Word for word, restate each of the records below.

Segment Start: RECORDED INFORMATION

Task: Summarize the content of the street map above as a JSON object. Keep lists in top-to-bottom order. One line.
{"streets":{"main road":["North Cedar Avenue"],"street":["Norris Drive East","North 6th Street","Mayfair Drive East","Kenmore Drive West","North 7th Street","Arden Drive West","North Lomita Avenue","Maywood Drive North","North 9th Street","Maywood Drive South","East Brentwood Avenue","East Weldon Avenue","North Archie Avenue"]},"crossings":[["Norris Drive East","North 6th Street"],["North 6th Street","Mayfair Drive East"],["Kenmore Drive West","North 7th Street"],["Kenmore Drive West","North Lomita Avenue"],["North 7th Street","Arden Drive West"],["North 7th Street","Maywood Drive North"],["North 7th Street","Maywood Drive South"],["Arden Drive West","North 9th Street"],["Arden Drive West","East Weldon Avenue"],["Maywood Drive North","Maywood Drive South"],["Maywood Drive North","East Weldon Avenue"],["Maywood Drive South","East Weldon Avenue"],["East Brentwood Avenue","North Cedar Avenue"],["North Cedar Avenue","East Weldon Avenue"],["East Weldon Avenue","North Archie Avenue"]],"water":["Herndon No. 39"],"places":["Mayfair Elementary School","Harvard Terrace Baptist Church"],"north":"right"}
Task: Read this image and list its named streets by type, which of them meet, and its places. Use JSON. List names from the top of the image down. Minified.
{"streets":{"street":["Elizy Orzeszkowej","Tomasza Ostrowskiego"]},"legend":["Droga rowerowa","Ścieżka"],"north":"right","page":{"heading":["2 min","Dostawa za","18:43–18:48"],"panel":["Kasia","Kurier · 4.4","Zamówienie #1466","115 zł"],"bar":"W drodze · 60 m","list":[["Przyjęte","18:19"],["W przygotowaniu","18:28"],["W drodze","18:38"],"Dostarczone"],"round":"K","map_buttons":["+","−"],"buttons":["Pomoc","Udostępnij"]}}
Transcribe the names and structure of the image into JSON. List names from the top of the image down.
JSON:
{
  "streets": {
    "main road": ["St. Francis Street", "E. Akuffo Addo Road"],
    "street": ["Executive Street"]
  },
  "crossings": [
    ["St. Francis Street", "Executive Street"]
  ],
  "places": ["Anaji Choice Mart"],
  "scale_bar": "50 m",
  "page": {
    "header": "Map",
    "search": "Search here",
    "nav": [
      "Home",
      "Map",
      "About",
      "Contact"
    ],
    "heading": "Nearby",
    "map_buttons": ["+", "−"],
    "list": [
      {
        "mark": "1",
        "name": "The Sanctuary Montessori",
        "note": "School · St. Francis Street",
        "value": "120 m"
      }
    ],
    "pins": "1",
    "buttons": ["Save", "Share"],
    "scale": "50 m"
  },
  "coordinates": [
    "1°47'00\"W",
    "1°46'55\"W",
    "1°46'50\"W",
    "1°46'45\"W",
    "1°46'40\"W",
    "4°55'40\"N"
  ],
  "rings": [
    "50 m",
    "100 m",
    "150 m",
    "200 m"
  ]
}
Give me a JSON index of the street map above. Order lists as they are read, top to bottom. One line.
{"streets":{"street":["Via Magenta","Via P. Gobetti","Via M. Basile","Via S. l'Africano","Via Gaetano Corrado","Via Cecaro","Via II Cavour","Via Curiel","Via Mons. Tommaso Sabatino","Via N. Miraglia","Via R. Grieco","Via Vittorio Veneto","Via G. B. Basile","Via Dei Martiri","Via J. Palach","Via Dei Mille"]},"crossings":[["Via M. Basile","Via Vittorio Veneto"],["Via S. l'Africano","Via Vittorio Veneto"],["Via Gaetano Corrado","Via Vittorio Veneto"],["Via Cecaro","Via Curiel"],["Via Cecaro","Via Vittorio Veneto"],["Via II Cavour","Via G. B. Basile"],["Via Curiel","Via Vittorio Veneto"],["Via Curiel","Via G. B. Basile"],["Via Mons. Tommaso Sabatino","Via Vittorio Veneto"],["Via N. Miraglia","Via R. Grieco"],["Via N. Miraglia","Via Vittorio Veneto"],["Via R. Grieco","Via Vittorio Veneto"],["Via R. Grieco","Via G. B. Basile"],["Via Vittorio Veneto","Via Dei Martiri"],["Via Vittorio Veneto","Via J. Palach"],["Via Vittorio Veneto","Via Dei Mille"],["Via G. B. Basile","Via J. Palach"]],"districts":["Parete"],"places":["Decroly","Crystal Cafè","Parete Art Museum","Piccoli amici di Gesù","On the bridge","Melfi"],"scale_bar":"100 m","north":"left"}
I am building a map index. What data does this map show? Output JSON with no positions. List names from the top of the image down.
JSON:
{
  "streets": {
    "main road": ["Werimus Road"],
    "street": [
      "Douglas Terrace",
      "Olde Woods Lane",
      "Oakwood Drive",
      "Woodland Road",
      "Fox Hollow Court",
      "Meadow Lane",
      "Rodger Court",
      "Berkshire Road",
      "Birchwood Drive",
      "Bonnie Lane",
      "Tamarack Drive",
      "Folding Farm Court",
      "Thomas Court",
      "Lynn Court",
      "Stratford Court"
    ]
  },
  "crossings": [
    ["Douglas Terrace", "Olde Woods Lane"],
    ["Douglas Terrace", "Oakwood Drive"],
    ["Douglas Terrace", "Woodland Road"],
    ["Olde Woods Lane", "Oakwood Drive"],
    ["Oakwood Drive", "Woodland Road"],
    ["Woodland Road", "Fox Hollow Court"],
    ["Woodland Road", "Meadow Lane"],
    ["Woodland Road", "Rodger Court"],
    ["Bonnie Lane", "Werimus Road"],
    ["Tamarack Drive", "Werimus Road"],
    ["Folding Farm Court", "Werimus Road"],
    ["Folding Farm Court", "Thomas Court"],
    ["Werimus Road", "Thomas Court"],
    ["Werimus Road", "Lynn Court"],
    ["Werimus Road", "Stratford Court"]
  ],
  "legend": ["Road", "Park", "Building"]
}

Segment End: RECORDED INFORMATION

> **SOLUTION FOR THIS TASK**:
Task: Summarize the content of the street map above as a JSON object. Keep lists in top-to-bottom order. One line.
{"streets":{"main road":["North Cedar Avenue"],"street":["Norris Drive East","North 6th Street","Mayfair Drive East","Kenmore Drive West","North 7th Street","Arden Drive West","North Lomita Avenue","Maywood Drive North","North 9th Street","Maywood Drive South","East Brentwood Avenue","East Weldon Avenue","North Archie Avenue"]},"crossings":[["Norris Drive East","North 6th Street"],["North 6th Street","Mayfair Drive East"],["Kenmore Drive West","North 7th Street"],["Kenmore Drive West","North Lomita Avenue"],["North 7th Street","Arden Drive West"],["North 7th Street","Maywood Drive North"],["North 7th Street","Maywood Drive South"],["Arden Drive West","North 9th Street"],["Arden Drive West","East Weldon Avenue"],["Maywood Drive North","Maywood Drive South"],["Maywood Drive North","East Weldon Avenue"],["Maywood Drive South","East Weldon Avenue"],["East Brentwood Avenue","North Cedar Avenue"],["North Cedar Avenue","East Weldon Avenue"],["East Weldon Avenue","North Archie Avenue"]],"water":["Herndon No. 39"],"places":["Mayfair Elementary School","Harvard Terrace Baptist Church"],"north":"right"}
Task: Read this image and list its named streets by type, which of them meet, and its places. Use JSON. List names from the top of the image down. Minified.
{"streets":{"street":["Elizy Orzeszkowej","Tomasza Ostrowskiego"]},"legend":["Droga rowerowa","Ścieżka"],"north":"right","page":{"heading":["2 min","Dostawa za","18:43–18:48"],"panel":["Kasia","Kurier · 4.4","Zamówienie #1466","115 zł"],"bar":"W drodze · 60 m","list":[["Przyjęte","18:19"],["W przygotowaniu","18:28"],["W drodze","18:38"],"Dostarczone"],"round":"K","map_buttons":["+","−"],"buttons":["Pomoc","Udostępnij"]}}
Transcribe the names and structure of the image into JSON. List names from the top of the image down.
JSON:
{
  "streets": {
    "main road": ["St. Francis Street", "E. Akuffo Addo Road"],
    "street": ["Executive Street"]
  },
  "crossings": [
    ["St. Francis Street", "Executive Street"]
  ],
  "places": ["Anaji Choice Mart"],
  "scale_bar": "50 m",
  "page": {
    "header": "Map",
    "search": "Search here",
    "nav": [
      "Home",
      "Map",
      "About",
      "Contact"
    ],
    "heading": "Nearby",
    "map_buttons": ["+", "−"],
    "list": [
      {
        "mark": "1",
        "name": "The Sanctuary Montessori",
        "note": "School · St. Francis Street",
        "value": "120 m"
      }
    ],
    "pins": "1",
    "buttons": ["Save", "Share"],
    "scale": "50 m"
  },
  "coordinates": [
    "1°47'00\"W",
    "1°46'55\"W",
    "1°46'50\"W",
    "1°46'45\"W",
    "1°46'40\"W",
    "4°55'40\"N"
  ],
  "rings": [
    "50 m",
    "100 m",
    "150 m",
    "200 m"
  ]
}
Give me a JSON index of the street map above. Order lists as they are read, top to bottom. One line.
{"streets":{"street":["Via Magenta","Via P. Gobetti","Via M. Basile","Via S. l'Africano","Via Gaetano Corrado","Via Cecaro","Via II Cavour","Via Curiel","Via Mons. Tommaso Sabatino","Via N. Miraglia","Via R. Grieco","Via Vittorio Veneto","Via G. B. Basile","Via Dei Martiri","Via J. Palach","Via Dei Mille"]},"crossings":[["Via M. Basile","Via Vittorio Veneto"],["Via S. l'Africano","Via Vittorio Veneto"],["Via Gaetano Corrado","Via Vittorio Veneto"],["Via Cecaro","Via Curiel"],["Via Cecaro","Via Vittorio Veneto"],["Via II Cavour","Via G. B. Basile"],["Via Curiel","Via Vittorio Veneto"],["Via Curiel","Via G. B. Basile"],["Via Mons. Tommaso Sabatino","Via Vittorio Veneto"],["Via N. Miraglia","Via R. Grieco"],["Via N. Miraglia","Via Vittorio Veneto"],["Via R. Grieco","Via Vittorio Veneto"],["Via R. Grieco","Via G. B. Basile"],["Via Vittorio Veneto","Via Dei Martiri"],["Via Vittorio Veneto","Via J. Palach"],["Via Vittorio Veneto","Via Dei Mille"],["Via G. B. Basile","Via J. Palach"]],"districts":["Parete"],"places":["Decroly","Crystal Cafè","Parete Art Museum","Piccoli amici di Gesù","On the bridge","Melfi"],"scale_bar":"100 m","north":"left"}
I am building a map index. What data does this map show? Output JSON with no positions. List names from the top of the image down.
JSON:
{
  "streets": {
    "main road": ["Werimus Road"],
    "street": [
      "Douglas Terrace",
      "Olde Woods Lane",
      "Oakwood Drive",
      "Woodland Road",
      "Fox Hollow Court",
      "Meadow Lane",
      "Rodger Court",
      "Berkshire Road",
      "Birchwood Drive",
      "Bonnie Lane",
      "Tamarack Drive",
      "Folding Farm Court",
      "Thomas Court",
      "Lynn Court",
      "Stratford Court"
    ]
  },
  "crossings": [
    ["Douglas Terrace", "Olde Woods Lane"],
    ["Douglas Terrace", "Oakwood Drive"],
    ["Douglas Terrace", "Woodland Road"],
    ["Olde Woods Lane", "Oakwood Drive"],
    ["Oakwood Drive", "Woodland Road"],
    ["Woodland Road", "Fox Hollow Court"],
    ["Woodland Road", "Meadow Lane"],
    ["Woodland Road", "Rodger Court"],
    ["Bonnie Lane", "Werimus Road"],
    ["Tamarack Drive", "Werimus Road"],
    ["Folding Farm Court", "Werimus Road"],
    ["Folding Farm Court", "Thomas Court"],
    ["Werimus Road", "Thomas Court"],
    ["Werimus Road", "Lynn Court"],
    ["Werimus Road", "Stratford Court"]
  ],
  "legend": ["Road", "Park", "Building"]
}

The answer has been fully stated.